§ **Task prompt**
Only the lines from the beginning of the entries through the one with "filter:drop-shadow(3px 0 #92878a)" should be written out, please, exactly and without any pictures.

(Collected data entries)
▬▬▬▬▬▬
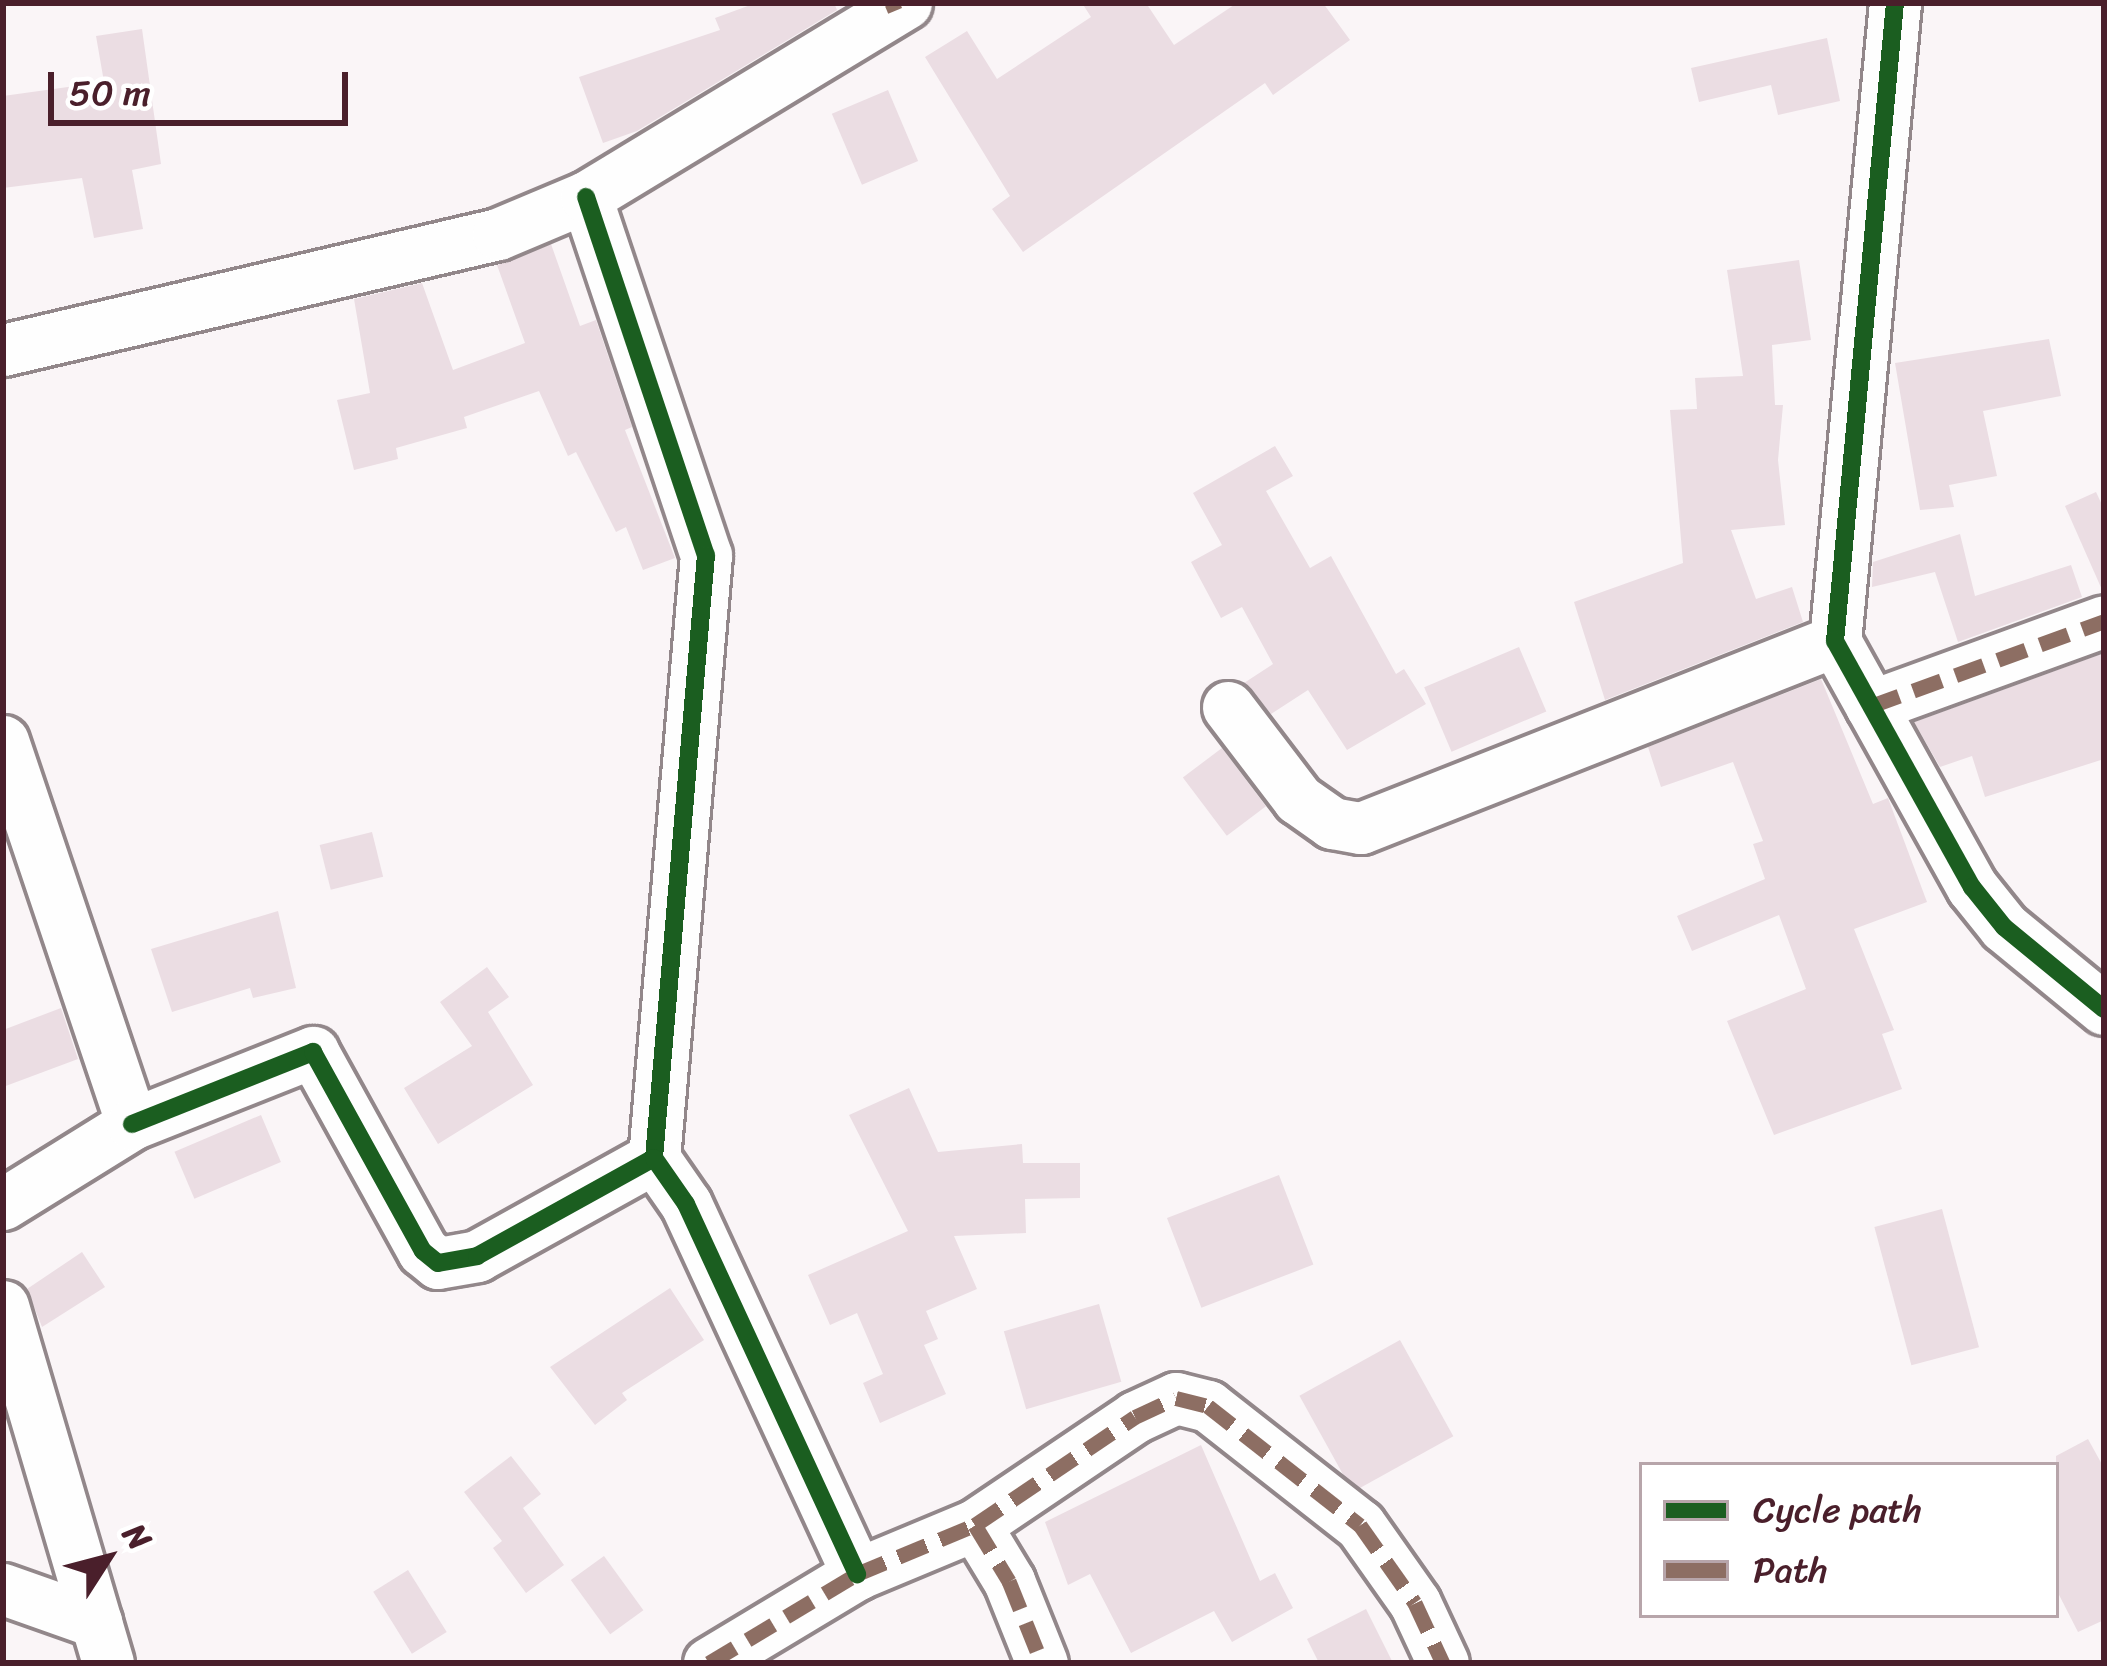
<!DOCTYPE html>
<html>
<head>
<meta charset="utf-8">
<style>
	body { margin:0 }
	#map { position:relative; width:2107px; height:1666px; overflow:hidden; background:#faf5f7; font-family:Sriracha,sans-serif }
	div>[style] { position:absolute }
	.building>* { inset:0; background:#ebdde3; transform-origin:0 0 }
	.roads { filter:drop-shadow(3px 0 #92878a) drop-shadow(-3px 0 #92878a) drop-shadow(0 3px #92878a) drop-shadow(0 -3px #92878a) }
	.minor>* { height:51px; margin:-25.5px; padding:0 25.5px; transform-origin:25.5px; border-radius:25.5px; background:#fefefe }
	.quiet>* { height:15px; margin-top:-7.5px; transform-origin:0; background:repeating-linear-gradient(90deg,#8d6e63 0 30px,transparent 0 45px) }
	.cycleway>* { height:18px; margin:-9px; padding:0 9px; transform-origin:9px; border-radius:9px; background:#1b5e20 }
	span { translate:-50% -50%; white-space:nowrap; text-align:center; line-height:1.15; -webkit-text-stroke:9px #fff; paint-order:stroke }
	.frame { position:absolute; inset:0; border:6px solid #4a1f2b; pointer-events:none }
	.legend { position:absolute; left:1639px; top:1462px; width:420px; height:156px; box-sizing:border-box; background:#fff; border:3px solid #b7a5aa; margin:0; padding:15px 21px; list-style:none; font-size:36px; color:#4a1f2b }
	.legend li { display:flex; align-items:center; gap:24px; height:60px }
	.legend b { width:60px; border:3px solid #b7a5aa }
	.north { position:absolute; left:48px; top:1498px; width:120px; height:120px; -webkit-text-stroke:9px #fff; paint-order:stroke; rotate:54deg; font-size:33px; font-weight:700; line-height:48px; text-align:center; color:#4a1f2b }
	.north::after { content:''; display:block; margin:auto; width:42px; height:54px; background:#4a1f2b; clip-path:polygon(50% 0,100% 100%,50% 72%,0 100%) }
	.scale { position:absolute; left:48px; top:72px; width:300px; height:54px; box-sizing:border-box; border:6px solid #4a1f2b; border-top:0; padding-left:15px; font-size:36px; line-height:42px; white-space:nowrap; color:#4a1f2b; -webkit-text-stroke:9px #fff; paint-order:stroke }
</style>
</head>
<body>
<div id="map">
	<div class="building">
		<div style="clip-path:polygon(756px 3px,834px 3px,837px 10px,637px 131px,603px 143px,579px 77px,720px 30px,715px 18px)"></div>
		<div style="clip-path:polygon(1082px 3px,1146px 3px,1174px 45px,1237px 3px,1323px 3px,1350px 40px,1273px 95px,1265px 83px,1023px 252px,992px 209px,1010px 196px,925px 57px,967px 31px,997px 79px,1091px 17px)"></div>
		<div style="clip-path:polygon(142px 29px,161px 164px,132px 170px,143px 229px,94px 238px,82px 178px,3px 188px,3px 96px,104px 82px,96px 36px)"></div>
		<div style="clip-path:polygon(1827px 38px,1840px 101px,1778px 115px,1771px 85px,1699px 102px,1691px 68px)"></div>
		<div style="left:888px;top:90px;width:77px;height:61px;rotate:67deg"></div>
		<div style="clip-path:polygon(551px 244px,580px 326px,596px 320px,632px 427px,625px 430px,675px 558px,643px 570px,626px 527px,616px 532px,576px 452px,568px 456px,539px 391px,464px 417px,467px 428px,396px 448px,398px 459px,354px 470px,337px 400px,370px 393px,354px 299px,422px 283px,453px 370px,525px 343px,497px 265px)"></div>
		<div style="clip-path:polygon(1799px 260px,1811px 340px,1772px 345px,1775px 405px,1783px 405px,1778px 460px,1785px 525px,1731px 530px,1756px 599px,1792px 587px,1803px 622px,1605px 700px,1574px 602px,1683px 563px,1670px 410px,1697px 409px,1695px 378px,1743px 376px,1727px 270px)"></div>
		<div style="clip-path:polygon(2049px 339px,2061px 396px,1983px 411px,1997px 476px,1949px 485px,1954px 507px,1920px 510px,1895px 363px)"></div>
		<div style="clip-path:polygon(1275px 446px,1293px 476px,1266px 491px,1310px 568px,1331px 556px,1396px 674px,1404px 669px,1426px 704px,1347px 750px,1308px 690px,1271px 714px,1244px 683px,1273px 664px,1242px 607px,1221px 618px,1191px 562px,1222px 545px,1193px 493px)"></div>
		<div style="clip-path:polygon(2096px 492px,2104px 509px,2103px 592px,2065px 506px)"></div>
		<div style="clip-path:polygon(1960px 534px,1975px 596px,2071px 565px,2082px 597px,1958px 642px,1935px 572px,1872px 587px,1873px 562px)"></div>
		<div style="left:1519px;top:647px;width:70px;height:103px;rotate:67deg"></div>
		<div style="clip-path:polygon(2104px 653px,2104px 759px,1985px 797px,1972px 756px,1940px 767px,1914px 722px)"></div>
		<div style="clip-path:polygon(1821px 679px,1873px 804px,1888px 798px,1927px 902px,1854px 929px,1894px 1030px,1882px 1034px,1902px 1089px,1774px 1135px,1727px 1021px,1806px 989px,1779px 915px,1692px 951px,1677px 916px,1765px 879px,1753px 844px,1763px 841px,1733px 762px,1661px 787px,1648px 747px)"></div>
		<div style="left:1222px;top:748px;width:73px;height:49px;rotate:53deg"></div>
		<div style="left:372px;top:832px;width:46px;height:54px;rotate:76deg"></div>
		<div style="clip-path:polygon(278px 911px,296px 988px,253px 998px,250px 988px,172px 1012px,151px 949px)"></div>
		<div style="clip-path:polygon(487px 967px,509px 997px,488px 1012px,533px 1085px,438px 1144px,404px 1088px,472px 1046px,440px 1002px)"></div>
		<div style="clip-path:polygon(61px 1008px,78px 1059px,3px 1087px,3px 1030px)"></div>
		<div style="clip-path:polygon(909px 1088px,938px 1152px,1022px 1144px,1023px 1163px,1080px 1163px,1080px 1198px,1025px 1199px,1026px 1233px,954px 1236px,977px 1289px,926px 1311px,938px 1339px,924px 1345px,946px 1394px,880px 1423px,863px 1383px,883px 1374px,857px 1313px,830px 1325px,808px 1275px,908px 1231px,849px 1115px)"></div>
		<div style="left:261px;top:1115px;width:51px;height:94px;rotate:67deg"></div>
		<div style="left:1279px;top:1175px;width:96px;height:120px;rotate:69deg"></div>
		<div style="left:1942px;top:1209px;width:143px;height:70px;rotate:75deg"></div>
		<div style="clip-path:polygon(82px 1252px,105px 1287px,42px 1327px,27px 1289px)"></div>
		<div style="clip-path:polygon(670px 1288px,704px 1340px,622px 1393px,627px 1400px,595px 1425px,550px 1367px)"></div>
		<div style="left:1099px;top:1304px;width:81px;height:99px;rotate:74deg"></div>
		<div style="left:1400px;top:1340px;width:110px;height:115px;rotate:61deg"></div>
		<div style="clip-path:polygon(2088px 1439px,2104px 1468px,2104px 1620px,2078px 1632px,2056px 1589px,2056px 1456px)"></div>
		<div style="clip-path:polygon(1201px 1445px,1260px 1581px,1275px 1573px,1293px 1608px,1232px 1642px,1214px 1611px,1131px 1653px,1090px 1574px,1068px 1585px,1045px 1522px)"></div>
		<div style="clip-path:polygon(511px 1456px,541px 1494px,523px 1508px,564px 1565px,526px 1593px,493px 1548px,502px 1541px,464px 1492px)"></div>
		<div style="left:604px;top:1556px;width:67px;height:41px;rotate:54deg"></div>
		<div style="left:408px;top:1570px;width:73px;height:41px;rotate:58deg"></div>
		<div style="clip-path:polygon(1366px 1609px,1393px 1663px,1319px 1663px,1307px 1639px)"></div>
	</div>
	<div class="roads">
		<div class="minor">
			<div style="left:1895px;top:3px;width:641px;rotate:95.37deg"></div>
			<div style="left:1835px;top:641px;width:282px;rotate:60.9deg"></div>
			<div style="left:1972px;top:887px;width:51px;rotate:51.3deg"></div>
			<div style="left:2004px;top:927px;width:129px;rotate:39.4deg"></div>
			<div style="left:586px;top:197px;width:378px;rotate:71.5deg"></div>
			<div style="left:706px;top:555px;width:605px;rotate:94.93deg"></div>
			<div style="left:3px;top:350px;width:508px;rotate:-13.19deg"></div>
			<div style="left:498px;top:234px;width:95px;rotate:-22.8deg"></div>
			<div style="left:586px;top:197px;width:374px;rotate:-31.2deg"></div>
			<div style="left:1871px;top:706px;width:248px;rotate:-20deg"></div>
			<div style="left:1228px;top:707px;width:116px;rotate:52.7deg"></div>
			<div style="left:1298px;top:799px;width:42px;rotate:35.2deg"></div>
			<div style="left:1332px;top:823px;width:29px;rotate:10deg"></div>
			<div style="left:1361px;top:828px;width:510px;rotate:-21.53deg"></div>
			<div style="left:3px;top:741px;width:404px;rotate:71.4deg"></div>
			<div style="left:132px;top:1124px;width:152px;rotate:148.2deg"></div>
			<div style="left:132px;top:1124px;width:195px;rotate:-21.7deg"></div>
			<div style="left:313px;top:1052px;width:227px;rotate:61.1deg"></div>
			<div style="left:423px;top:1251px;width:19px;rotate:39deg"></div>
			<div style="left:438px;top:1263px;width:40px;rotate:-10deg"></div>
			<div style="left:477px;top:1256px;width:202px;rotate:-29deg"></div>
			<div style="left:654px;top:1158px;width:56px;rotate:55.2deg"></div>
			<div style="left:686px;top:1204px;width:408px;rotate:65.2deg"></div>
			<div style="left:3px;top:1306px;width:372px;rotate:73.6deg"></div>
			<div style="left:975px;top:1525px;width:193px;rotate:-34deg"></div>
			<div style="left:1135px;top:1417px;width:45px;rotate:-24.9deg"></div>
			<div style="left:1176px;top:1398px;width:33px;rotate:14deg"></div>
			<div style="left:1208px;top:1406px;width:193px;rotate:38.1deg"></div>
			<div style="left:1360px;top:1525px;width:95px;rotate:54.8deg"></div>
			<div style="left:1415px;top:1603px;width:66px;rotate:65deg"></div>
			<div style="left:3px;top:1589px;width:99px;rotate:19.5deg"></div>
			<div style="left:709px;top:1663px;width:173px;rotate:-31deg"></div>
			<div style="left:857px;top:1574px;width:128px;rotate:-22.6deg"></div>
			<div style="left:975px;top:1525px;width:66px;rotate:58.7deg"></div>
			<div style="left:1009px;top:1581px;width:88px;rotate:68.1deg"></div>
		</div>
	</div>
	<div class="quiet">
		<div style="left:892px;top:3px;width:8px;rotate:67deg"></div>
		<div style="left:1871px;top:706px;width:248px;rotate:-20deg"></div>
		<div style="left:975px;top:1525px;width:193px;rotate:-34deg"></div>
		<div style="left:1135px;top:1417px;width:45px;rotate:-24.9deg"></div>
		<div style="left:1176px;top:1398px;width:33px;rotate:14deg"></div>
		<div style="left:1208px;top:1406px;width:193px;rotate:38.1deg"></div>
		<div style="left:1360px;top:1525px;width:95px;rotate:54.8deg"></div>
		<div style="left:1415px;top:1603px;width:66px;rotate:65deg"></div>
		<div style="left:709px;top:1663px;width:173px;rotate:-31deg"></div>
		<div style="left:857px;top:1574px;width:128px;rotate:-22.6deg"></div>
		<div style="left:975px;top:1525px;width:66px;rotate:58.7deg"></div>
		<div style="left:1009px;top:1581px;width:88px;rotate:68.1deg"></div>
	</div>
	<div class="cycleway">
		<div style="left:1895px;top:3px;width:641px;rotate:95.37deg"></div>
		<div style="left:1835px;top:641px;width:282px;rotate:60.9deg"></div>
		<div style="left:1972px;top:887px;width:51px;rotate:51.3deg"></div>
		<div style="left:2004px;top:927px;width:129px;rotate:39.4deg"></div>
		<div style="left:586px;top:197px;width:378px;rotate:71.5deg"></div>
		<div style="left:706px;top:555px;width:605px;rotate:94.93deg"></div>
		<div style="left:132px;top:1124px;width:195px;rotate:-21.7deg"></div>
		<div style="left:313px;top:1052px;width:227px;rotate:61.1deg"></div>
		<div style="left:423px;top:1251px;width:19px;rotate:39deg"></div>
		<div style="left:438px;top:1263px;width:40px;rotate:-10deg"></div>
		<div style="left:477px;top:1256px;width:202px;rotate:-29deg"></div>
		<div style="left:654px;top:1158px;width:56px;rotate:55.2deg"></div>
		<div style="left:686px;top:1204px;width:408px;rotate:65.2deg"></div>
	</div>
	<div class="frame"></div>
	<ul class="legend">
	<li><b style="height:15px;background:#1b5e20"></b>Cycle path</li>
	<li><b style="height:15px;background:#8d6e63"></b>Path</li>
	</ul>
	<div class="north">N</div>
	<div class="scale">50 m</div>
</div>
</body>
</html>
▬▬▬▬▬▬
§ **Written response**
<!DOCTYPE html>
<html>
<head>
<meta charset="utf-8">
<style>
	body { margin:0 }
	#map { position:relative; width:2107px; height:1666px; overflow:hidden; background:#faf5f7; font-family:Sriracha,sans-serif }
	div>[style] { position:absolute }
	.building>* { inset:0; background:#ebdde3; transform-origin:0 0 }
	.roads { filter:drop-shadow(3px 0 #92878a) drop-shadow(-3px 0 #92878a) drop-shadow(0 3px #92878a) drop-shadow(0 -3px #92878a) }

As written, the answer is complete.